Critique - Mata Hari ou la justice des hommes - Théâtre Le Petit Montparnasse (Paris)
Cette pièce n’aurait pu voir le jour sans la jeune metteuse en scène Delphine Piard, qui a déjà adapté Arsène Lupin sur scène (de retour au Lucernaire à partir du 8 novembre prochain). Tout part d’une biographie de Mata Hari dans une librairie lors d’une session de flânerie. Un destin rempli de mystère, de jugement et d’images placardées sur ses actes qui mérite éclaircissement.
En février 1917, Marguaretha Von Zelle alias Mata-Hari est extraite de sa cellule pour être présentée devant le capitaine Bouchardon chargé de l’interroger avant son procès pour intelligence avec l’ennemi.
Même si son sort semble scellé d’avance, son interrogatoire va lui faire revivre 12 années d’une vie hors du commun. Plus d’un siècle plus tard, une autre vérité prend le pas : et si la danseuse n’avait été qu’une autre victime du système patriarcal ?

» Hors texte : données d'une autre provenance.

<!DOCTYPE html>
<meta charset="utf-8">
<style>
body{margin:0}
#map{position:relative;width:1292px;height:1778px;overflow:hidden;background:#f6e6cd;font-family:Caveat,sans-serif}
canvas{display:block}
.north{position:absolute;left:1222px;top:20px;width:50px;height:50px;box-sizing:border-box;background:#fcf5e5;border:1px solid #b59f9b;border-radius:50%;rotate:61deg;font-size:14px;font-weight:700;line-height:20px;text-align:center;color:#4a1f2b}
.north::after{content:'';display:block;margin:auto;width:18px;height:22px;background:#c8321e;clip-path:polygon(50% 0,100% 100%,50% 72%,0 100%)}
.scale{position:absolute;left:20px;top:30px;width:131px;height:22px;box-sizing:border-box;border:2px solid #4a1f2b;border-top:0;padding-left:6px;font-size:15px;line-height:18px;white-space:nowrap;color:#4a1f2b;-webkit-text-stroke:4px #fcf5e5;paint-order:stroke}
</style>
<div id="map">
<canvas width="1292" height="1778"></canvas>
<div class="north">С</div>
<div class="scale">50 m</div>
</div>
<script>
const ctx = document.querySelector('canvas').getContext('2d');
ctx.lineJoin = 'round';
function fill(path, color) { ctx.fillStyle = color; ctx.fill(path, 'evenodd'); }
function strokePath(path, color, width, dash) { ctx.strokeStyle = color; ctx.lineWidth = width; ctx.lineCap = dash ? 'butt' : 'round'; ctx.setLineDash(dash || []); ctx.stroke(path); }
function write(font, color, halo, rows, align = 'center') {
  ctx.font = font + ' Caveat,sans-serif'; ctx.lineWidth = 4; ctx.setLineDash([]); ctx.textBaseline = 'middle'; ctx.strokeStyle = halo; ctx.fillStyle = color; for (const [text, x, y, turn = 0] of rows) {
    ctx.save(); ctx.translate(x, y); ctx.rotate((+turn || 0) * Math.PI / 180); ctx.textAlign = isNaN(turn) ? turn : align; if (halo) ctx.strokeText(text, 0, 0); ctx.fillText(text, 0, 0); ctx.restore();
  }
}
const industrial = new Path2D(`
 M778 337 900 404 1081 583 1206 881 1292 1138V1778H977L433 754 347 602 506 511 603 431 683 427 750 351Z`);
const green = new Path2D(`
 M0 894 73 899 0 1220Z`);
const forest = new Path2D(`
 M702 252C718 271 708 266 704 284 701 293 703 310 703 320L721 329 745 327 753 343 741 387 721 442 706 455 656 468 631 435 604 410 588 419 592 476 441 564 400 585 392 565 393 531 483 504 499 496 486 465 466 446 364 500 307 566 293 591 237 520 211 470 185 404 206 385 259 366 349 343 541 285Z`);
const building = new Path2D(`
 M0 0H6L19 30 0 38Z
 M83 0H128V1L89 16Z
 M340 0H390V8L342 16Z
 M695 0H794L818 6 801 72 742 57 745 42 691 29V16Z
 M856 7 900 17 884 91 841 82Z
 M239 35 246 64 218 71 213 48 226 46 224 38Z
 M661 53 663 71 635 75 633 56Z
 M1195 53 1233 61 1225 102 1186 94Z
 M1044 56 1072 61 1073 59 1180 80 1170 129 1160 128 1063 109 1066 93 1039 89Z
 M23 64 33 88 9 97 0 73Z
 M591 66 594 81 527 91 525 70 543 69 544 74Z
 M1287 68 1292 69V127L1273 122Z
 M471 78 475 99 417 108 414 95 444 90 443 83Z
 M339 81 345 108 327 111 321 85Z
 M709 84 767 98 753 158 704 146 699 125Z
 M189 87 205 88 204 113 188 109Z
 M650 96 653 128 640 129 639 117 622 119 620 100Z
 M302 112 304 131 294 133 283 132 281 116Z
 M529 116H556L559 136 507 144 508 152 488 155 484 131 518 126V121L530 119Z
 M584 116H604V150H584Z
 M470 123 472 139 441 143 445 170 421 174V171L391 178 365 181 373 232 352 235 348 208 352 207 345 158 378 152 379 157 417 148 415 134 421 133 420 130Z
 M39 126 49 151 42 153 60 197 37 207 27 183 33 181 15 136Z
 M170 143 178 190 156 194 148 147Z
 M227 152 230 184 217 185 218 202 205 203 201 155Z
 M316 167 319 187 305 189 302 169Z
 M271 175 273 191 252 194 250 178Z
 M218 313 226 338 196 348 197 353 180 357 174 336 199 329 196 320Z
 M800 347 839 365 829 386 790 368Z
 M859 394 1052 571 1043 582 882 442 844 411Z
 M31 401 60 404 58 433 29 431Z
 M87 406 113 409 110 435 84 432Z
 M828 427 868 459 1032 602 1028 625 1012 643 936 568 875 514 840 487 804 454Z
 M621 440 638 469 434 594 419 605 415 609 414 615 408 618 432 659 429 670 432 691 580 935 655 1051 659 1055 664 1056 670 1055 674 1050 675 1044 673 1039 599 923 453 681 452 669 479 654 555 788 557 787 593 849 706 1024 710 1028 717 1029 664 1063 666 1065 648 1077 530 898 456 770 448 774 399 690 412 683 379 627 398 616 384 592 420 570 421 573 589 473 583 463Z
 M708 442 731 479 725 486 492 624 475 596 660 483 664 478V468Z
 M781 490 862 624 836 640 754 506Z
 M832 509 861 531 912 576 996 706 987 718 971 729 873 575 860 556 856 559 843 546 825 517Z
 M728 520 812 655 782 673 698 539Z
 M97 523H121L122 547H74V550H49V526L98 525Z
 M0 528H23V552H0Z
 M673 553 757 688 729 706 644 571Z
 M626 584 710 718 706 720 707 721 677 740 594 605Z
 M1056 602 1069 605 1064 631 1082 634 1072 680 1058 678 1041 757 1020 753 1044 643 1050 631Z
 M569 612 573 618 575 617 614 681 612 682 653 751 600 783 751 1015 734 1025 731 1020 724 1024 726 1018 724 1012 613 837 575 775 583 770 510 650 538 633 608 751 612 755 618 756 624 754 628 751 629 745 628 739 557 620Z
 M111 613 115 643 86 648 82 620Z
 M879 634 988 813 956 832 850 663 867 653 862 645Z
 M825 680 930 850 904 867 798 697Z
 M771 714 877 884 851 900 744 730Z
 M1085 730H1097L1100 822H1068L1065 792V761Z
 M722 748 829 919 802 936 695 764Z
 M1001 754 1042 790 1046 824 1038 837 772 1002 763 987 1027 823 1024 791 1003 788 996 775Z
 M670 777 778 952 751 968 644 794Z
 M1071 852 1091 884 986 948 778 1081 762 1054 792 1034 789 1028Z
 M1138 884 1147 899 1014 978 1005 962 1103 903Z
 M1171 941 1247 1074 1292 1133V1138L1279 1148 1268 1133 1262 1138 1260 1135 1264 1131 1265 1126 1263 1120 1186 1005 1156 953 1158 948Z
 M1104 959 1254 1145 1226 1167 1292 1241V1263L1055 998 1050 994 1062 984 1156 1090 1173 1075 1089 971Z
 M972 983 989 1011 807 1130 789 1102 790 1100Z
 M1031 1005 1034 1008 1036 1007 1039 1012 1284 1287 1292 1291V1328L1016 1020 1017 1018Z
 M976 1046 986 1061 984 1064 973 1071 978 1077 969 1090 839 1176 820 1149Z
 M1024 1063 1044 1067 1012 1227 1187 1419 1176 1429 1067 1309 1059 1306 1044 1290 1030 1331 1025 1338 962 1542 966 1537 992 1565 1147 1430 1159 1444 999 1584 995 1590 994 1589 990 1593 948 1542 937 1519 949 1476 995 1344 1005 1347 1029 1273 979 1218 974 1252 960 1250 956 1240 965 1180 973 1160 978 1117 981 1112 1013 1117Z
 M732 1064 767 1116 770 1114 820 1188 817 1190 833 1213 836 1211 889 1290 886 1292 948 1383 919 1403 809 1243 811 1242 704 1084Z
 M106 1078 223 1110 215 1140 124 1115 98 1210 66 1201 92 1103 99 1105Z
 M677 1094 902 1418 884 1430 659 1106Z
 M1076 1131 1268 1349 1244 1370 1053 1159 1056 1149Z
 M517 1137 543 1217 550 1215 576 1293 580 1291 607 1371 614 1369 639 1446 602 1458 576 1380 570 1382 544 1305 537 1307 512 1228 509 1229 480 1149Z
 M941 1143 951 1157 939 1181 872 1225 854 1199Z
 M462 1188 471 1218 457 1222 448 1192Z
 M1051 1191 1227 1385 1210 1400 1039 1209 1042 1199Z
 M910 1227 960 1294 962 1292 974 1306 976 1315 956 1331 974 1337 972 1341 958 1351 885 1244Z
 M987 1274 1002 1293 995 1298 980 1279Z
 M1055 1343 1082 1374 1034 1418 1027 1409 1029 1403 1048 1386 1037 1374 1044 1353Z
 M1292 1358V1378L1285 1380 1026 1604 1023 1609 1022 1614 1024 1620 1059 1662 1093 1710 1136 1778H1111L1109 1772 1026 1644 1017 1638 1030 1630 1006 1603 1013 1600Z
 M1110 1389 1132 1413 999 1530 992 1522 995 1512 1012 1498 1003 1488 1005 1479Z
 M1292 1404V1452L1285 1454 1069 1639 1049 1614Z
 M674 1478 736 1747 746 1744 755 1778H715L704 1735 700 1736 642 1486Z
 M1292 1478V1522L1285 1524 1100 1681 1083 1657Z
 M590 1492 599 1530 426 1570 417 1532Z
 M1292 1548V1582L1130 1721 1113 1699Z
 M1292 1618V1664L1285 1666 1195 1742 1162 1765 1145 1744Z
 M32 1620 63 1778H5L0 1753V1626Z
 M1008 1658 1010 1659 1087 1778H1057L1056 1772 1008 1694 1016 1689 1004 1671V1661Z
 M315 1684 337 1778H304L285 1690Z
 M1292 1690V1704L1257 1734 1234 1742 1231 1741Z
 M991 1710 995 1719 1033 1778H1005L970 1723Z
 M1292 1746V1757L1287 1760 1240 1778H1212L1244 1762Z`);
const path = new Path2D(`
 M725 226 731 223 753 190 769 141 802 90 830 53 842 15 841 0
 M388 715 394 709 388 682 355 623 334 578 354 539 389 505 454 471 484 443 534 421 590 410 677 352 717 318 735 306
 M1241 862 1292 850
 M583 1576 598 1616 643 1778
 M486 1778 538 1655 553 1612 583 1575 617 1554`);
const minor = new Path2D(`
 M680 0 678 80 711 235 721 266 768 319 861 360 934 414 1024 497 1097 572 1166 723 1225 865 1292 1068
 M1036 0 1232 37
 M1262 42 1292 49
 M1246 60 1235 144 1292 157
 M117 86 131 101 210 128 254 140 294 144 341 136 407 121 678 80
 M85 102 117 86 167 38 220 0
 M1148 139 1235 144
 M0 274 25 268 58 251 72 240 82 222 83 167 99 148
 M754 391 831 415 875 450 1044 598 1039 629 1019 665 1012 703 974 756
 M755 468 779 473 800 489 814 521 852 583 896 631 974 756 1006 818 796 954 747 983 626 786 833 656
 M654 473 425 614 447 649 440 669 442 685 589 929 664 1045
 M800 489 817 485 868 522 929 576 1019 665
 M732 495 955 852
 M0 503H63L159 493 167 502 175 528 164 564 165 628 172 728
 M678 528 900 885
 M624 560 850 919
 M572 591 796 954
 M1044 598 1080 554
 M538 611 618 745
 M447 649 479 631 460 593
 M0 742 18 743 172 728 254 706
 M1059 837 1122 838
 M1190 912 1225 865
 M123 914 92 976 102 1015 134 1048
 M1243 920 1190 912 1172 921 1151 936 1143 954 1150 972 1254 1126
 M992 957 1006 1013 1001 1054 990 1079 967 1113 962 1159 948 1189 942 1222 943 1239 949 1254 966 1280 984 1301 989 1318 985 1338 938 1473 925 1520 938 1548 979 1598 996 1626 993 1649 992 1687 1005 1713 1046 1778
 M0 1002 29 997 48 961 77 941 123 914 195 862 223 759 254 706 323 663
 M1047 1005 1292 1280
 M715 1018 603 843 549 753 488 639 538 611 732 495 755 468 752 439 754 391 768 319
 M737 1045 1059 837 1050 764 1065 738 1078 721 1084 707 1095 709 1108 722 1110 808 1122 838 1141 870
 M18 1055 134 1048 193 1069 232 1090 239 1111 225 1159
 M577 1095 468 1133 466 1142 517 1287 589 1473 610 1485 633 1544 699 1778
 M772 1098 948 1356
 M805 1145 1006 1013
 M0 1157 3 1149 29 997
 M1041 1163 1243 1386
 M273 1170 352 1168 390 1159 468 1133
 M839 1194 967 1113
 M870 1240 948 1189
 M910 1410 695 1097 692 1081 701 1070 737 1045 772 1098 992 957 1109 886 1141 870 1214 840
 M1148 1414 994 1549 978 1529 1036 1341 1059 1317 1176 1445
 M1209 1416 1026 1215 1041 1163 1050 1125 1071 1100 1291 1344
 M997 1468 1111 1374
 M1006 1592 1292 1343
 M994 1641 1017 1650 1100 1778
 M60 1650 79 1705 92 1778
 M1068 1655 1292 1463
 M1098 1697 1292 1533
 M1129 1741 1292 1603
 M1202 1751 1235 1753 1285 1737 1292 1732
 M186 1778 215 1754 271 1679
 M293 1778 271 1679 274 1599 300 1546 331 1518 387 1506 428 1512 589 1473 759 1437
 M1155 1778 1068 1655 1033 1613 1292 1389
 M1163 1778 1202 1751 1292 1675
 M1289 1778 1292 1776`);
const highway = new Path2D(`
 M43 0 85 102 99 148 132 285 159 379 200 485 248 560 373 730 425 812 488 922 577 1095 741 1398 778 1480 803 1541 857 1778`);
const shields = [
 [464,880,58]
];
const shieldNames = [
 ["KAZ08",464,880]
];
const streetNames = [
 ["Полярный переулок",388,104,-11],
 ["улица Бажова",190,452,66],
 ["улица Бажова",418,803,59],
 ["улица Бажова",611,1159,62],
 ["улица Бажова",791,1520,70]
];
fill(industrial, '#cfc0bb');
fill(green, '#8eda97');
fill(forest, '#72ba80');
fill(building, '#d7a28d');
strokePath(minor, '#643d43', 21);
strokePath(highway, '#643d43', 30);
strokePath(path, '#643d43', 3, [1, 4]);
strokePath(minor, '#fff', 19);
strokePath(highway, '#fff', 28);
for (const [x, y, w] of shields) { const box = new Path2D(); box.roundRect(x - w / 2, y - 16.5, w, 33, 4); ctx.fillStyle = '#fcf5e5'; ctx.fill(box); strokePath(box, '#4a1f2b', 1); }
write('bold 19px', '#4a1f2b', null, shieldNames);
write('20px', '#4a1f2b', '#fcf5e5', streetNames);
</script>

L’écriture, signée Marc Fayet, de ce moment grave, l’instant de dernier recours se révèle extrêmement moderne, en prenant appui sur nos modes de pensées actuelles, les connaissances et le recul historique que nous avons pour analyser et non pas juger la vie de cette femme libre hors des conventions.
Le couperet de la justice qui tombe sur Mata Hari n’est que le reflet d’une justice patriarcale, faite par les hommes et pour les hommes (d’autant plus au sein d’une cour martiale). On le voit autant dans la narration que la construction scénique.
La scène se divise en trois : côté jardin, le bureau austère du militaire ; côté cour, un espace libre, celui des souvenirs dans lequel surgiront table et chaises de bistrot, un orgue de barbarie…
Au centre, la cellule aux airs de gigantesque cage à oiseau qui se change en un coup d’œil en salle de spectacle.
Et l’intrigue en ressort sublimée par un esthétisme fin et pensé au service de cette histoire.
On pense notamment à la scène d’ouverture magnifique : trois bandes de soies jaunes descendent des pendrillons. Derrière l’une d’elles, on devine un corps se mouvant sous les projecteurs écarlates.
On pourrait craindre de se perdre une pièce basée sur des aller-retours entre confrontation dans le bureau et flash-backs et pourtant… il en ressort de l’écriture comme de l’enchaînement des costumes et des décors, une fluidité ultra rythmée.
Une fluidité qui n’est possible uniquement grâce au travail remarquable des quatre comédien.ne.s. Bruno Paviot et Maud Le Guénédal, sont incroyables en interprétant les multiples protagonistes.
Mais il faut surtout s’arrêter sur Ariane Mourier qui nous emporte avec sa Mata Hari pleine de grâce et force.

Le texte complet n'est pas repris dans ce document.